Chasing Linux Kernel Archives

archives

Kernel development is truly impossible to keep track of. The main mailing list alone is vast beyond belief. Then there are all the side lists and IRC channels, not to mention all the corporate mailing lists dedicated to kernel development that never see the light of day. In some ways, kernel development has become fundamentally mysterious.

Once in a while, some lunatic decides to try to reach back into the past and study as much of the corpus of kernel discussion as he or she can find.
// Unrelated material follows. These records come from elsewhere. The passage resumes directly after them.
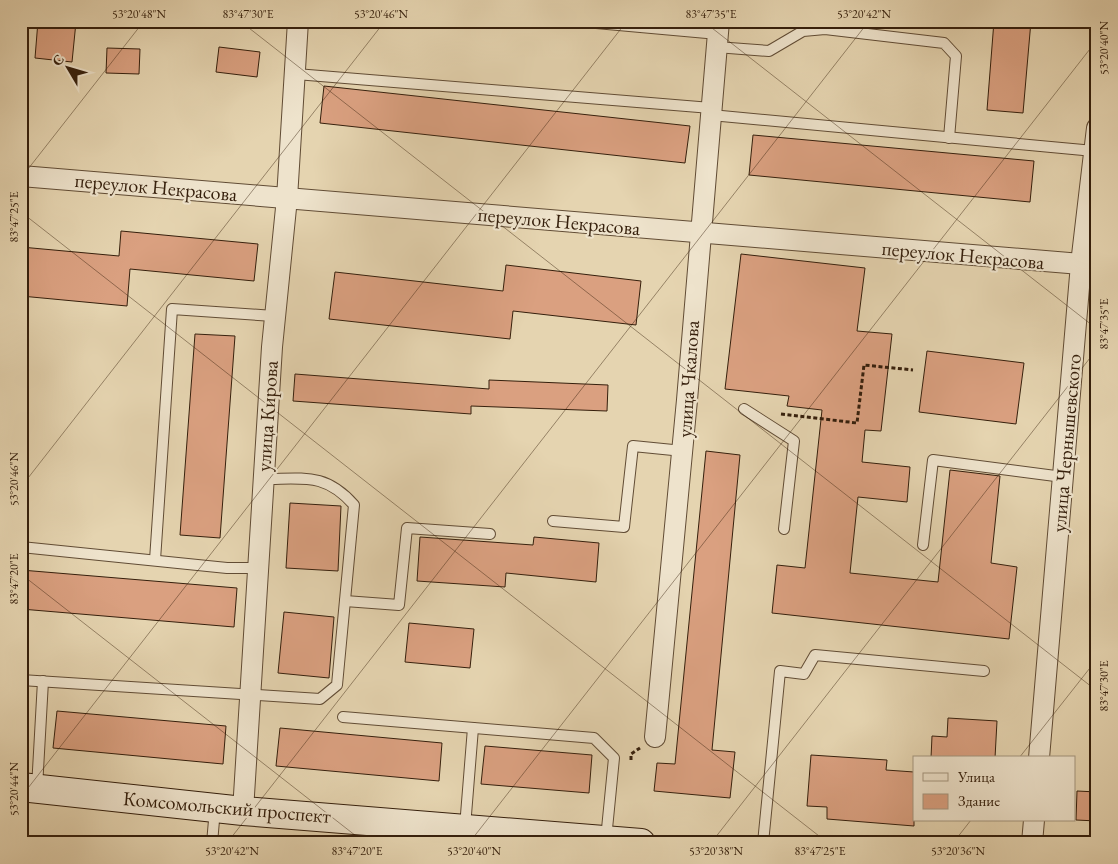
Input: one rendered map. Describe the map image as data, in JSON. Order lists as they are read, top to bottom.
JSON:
{
  "streets": {
    "main road": ["Комсомольский проспект"],
    "street": [
      "переулок Некрасова",
      "улица Чкалова",
      "улица Кирова",
      "улица Чернышевского"
    ]
  },
  "crossings": [
    ["переулок Некрасова", "улица Чкалова"],
    ["переулок Некрасова", "улица Кирова"],
    ["переулок Некрасова", "улица Чернышевского"],
    ["улица Кирова", "Комсомольский проспект"]
  ],
  "legend": ["Улица", "Здание"],
  "north": "top left",
  "coordinates": [
    "53°20'48\"N",
    "83°47'30\"E",
    "53°20'46\"N",
    "83°47'35\"E",
    "53°20'42\"N",
    "53°20'40\"N",
    "83°47'25\"E",
    "83°47'20\"E",
    "53°20'44\"N",
    "53°20'38\"N",
    "53°20'36\"N"
  ]
}
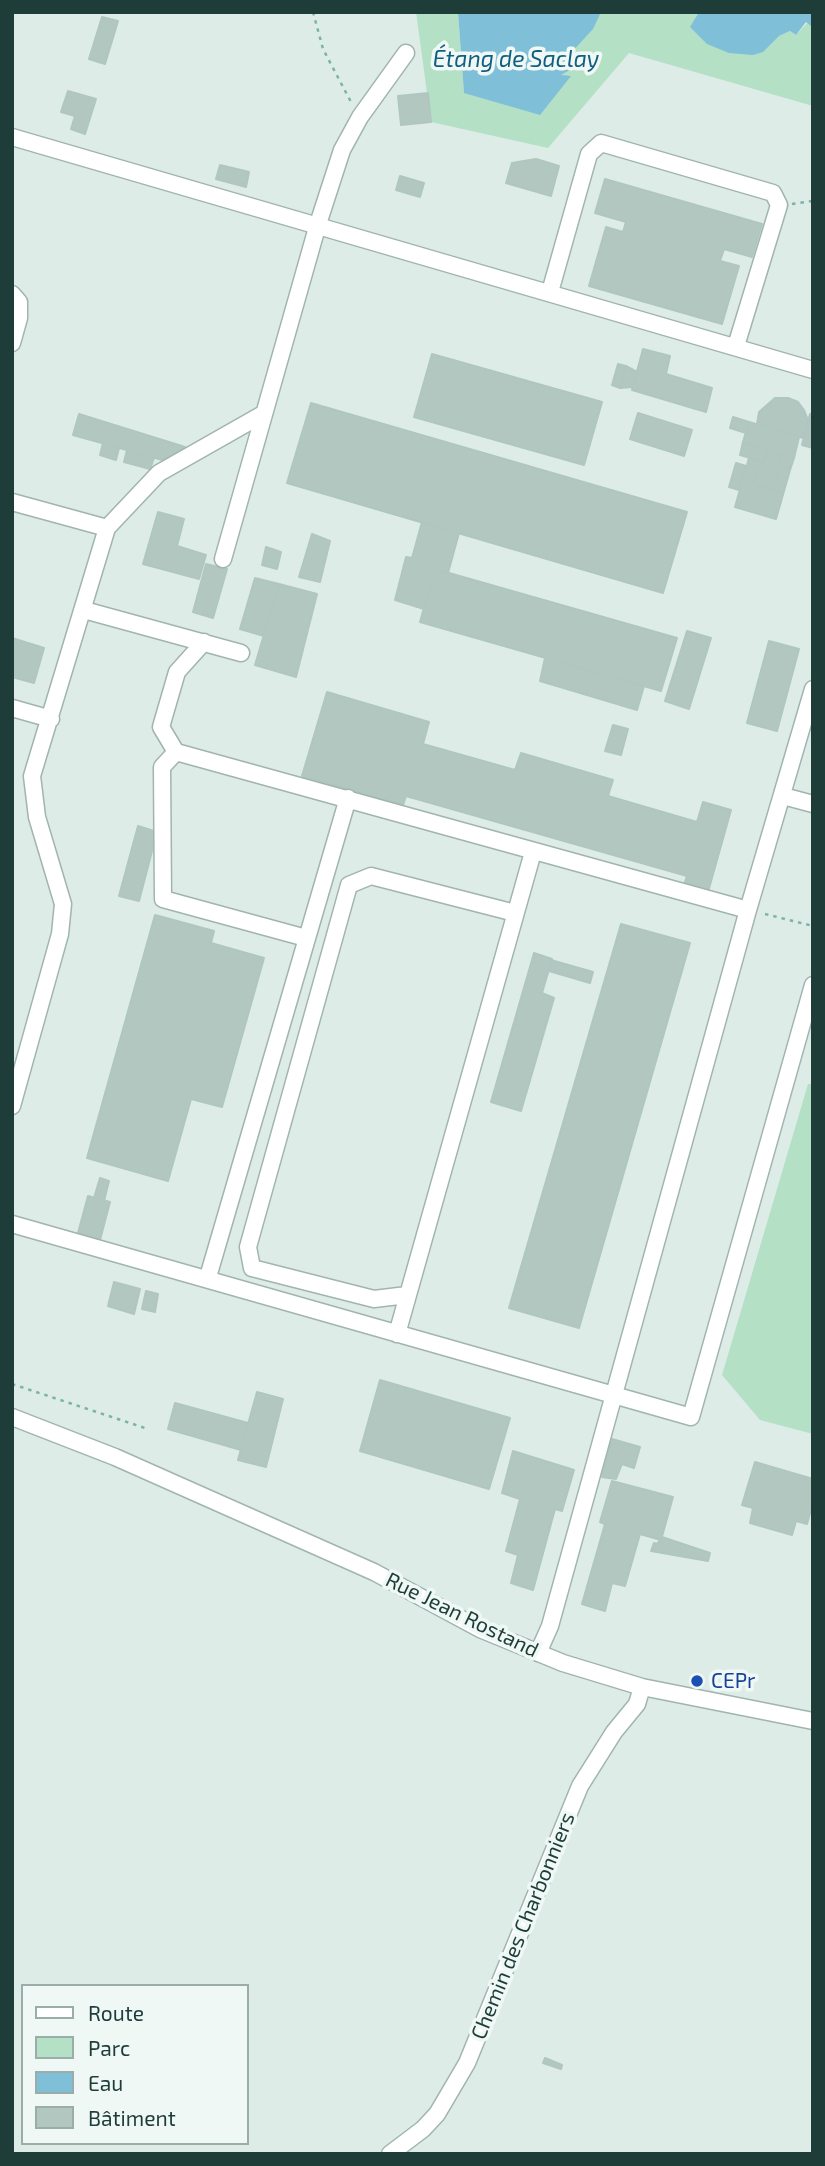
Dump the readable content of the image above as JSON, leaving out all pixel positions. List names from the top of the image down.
{
  "streets": {
    "street": ["Rue Jean Rostand", "Chemin des Charbonniers"]
  },
  "crossings": [
    ["Rue Jean Rostand", "Chemin des Charbonniers"]
  ],
  "water": ["Étang de Saclay"],
  "places": ["CEPr"],
  "legend": [
    "Route",
    "Parc",
    "Eau",
    "Bâtiment"
  ]
}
One such person is Joey Pabalinas, who recently wanted to gather everything together in Maildir format, so he could do searches, calculate statistics, generate pseudo-hacker AI bots and whatnot.

He couldn't find any existing giant corpus, so he tried to create his own by piecing together mail archived on various sites. It turned out to be more than a million separate files, which was too much to host on either GitHub or GitLab. He asked the linux kernel mailing list for suggestions on better hosting opportunities. Although he acknowledged, "It's possible I'm the only weirdo who finds this kind of thing useful, but I figured I should share it just in case I'm not."
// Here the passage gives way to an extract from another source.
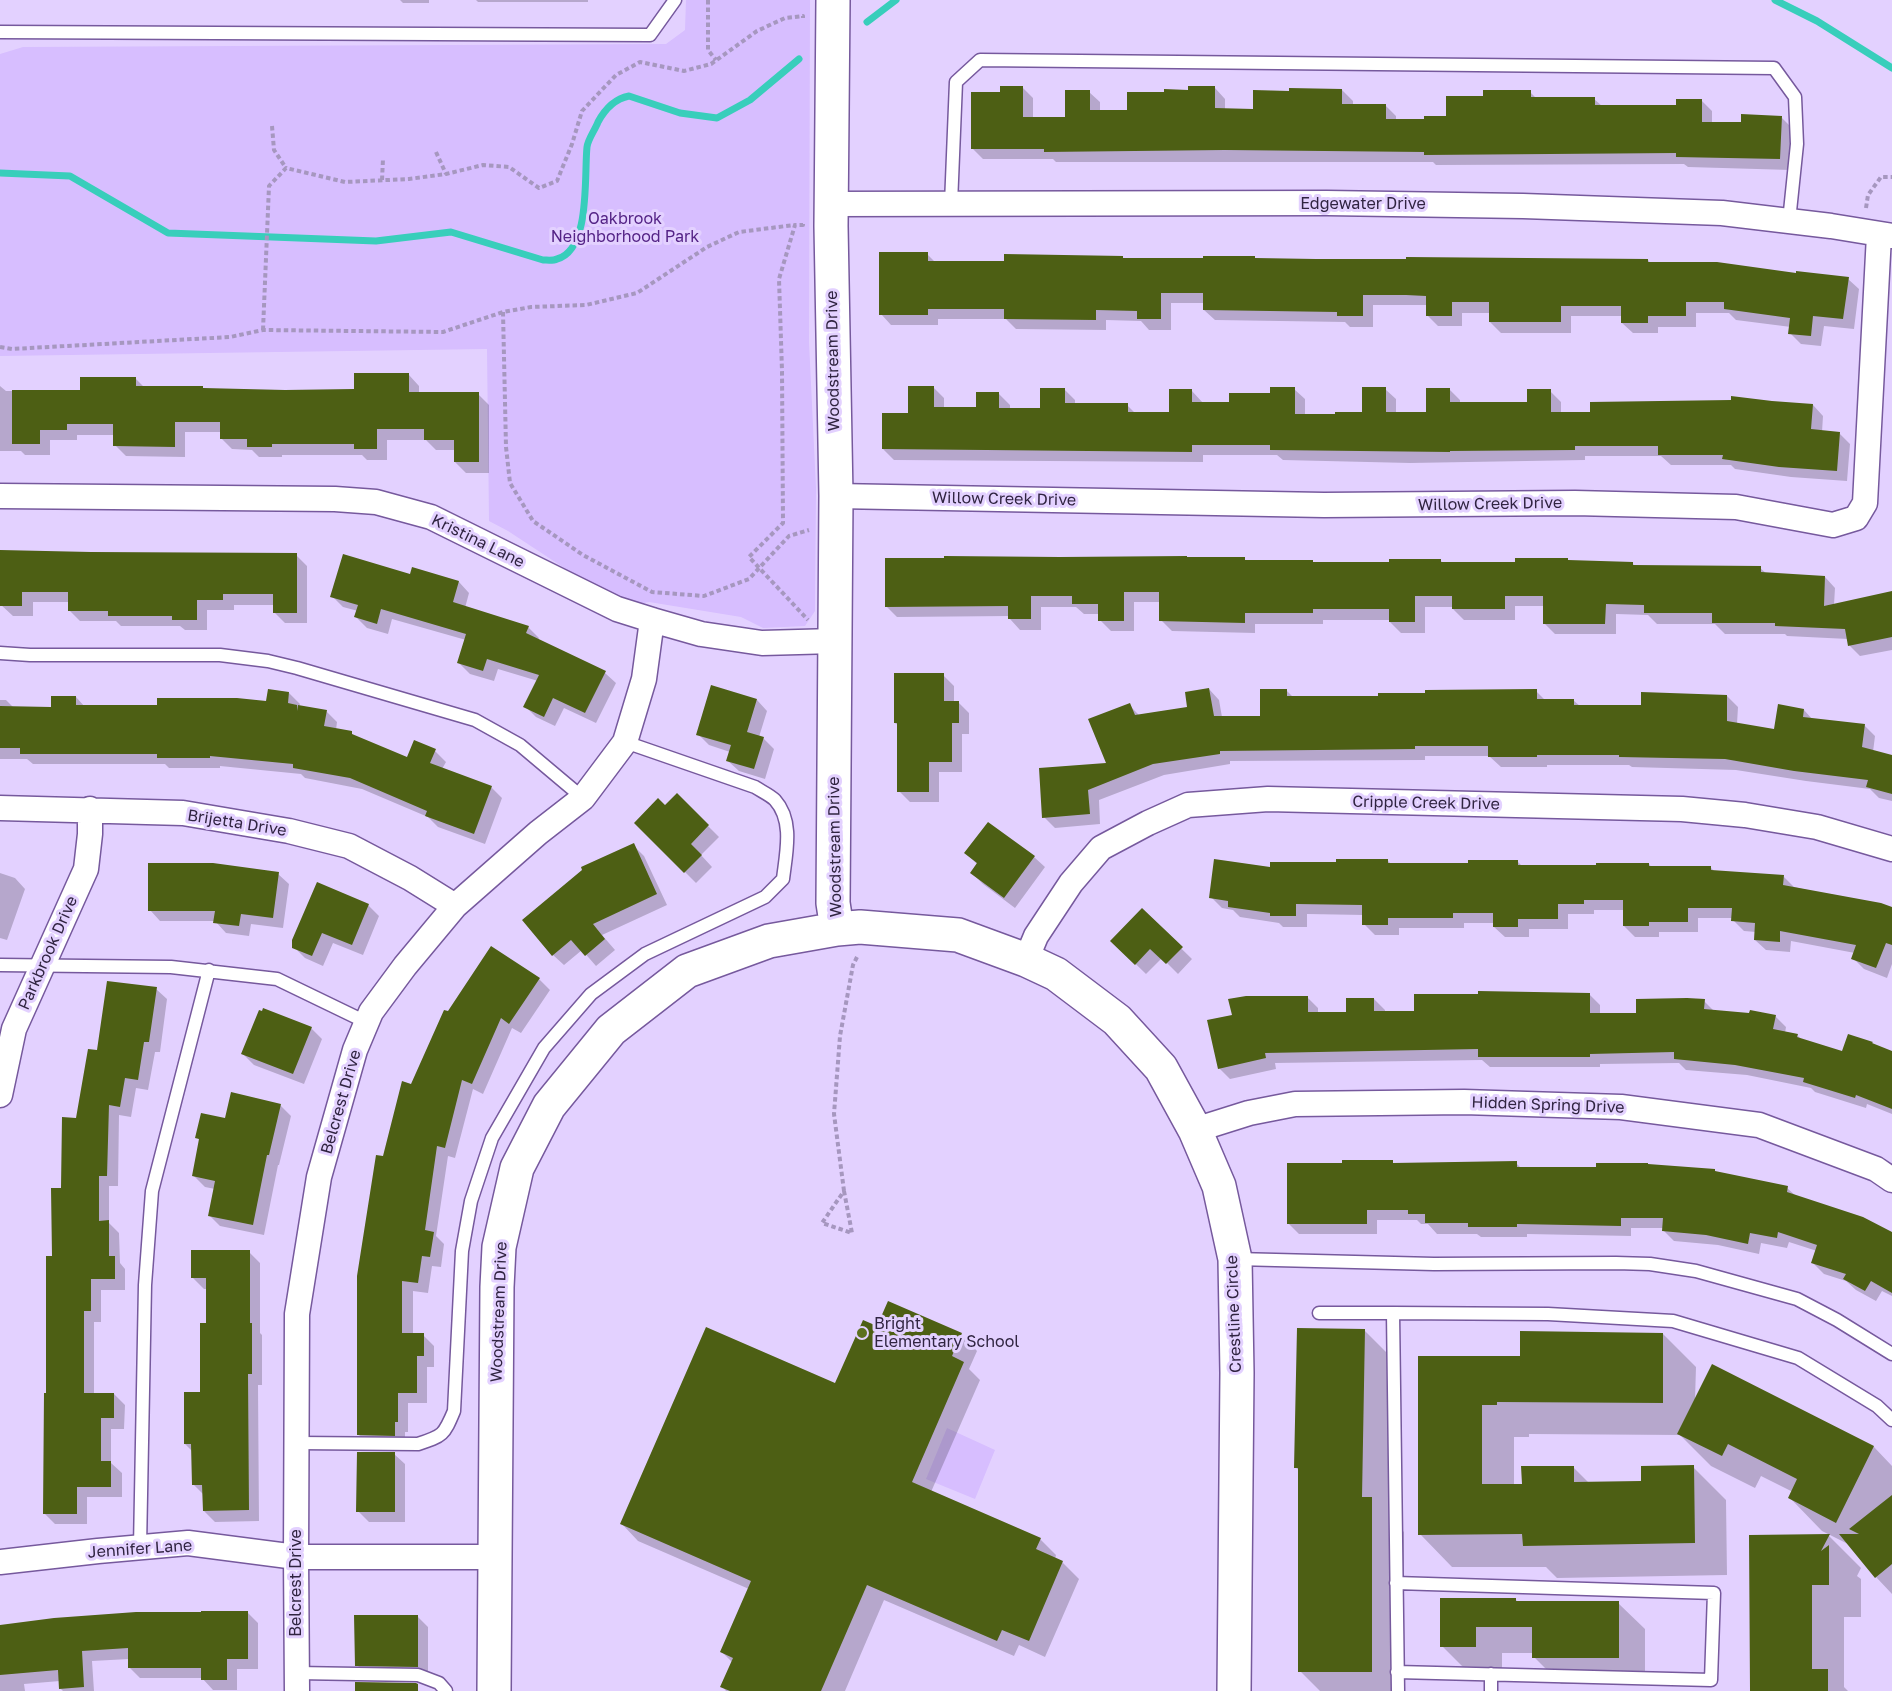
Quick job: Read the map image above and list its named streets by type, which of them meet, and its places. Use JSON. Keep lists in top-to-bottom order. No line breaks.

Joe Perches suggested plumbing the archives at kernel.org/lore.html, which go back decades. But Joey said he'd tried that, and he found it all but impossible to convert those archives to the Mailbox format he wanted. Instead, he'd spent the previous several weeks scraping the lkml.org archive and scripting his own conversion routines.

Konstantin Ryabitsev remarked:

The maildir format is kind of terrible for LKML, because having millions of messages in a single directory is very hard on the underlying FS. If you break it up into multiple folders, then it becomes difficult to search. This is the main reason why we have chosen to go with the public-inbox format, which solves both of these problems and allows for a very efficient archive updating and replication using git.

Meanwhile, Jasper Spaans raised his eyebrows at Joey's statement that he'd gotten more than a million separate files by scraping lkml.org. Jasper said:

First of all, there are more than 3M messages stored in the lkml.org database, so I guess you've missed some messages or something is really broken. Besides, unless you figured out how to get to the raw data, you've just scraped a rendering which discards stuff like pgp signatures etc and has very incomplete headers. Unless you don't care for those of course.